Dataset -

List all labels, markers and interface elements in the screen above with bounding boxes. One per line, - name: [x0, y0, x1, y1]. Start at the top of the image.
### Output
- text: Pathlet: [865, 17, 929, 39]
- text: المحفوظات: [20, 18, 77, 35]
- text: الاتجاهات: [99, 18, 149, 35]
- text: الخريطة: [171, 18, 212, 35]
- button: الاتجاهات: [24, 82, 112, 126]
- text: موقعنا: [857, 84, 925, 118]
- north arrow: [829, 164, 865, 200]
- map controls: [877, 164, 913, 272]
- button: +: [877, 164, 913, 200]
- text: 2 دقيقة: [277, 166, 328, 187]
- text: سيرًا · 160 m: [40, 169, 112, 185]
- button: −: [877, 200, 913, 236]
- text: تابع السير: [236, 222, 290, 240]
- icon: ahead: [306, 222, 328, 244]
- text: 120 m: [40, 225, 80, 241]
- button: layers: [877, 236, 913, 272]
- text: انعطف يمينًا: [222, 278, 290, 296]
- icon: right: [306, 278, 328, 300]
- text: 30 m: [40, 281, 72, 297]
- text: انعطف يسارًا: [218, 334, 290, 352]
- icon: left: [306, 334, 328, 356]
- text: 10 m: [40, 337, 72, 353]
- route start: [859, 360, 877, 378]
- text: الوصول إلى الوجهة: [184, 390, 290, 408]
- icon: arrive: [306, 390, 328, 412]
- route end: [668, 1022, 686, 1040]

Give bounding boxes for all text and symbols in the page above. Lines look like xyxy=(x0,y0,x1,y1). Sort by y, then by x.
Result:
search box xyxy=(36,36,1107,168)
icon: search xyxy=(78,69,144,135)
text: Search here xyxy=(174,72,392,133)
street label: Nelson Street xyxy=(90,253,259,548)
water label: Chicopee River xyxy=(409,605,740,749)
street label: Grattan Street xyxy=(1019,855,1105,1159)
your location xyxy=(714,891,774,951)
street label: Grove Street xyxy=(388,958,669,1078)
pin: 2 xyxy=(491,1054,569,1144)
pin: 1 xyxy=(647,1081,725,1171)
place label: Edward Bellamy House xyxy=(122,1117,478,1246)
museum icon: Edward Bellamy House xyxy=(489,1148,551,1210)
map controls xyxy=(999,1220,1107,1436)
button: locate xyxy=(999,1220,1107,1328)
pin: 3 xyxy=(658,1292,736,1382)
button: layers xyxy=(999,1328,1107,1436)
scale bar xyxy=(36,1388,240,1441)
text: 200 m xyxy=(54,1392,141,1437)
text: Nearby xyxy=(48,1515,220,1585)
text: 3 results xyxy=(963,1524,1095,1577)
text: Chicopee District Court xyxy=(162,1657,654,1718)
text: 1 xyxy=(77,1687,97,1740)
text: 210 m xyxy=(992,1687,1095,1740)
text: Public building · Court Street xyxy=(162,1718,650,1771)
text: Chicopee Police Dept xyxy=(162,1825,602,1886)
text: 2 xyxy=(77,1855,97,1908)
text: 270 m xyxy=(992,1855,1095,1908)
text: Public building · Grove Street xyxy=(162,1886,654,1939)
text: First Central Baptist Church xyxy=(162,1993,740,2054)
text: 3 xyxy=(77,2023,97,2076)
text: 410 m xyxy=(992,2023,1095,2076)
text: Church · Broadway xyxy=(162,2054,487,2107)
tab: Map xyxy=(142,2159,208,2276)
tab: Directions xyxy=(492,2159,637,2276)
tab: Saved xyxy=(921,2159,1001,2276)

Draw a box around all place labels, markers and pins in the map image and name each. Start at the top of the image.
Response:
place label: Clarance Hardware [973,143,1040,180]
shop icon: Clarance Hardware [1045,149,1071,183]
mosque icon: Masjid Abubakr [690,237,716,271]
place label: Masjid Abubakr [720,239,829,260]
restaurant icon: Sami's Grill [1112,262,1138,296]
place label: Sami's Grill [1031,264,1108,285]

Task directions -
All lines carrying the word "Abubakr" must be copied from the data above.

Expected answer -
mosque icon: Masjid Abubakr [690,237,716,271]
place label: Masjid Abubakr [720,239,829,260]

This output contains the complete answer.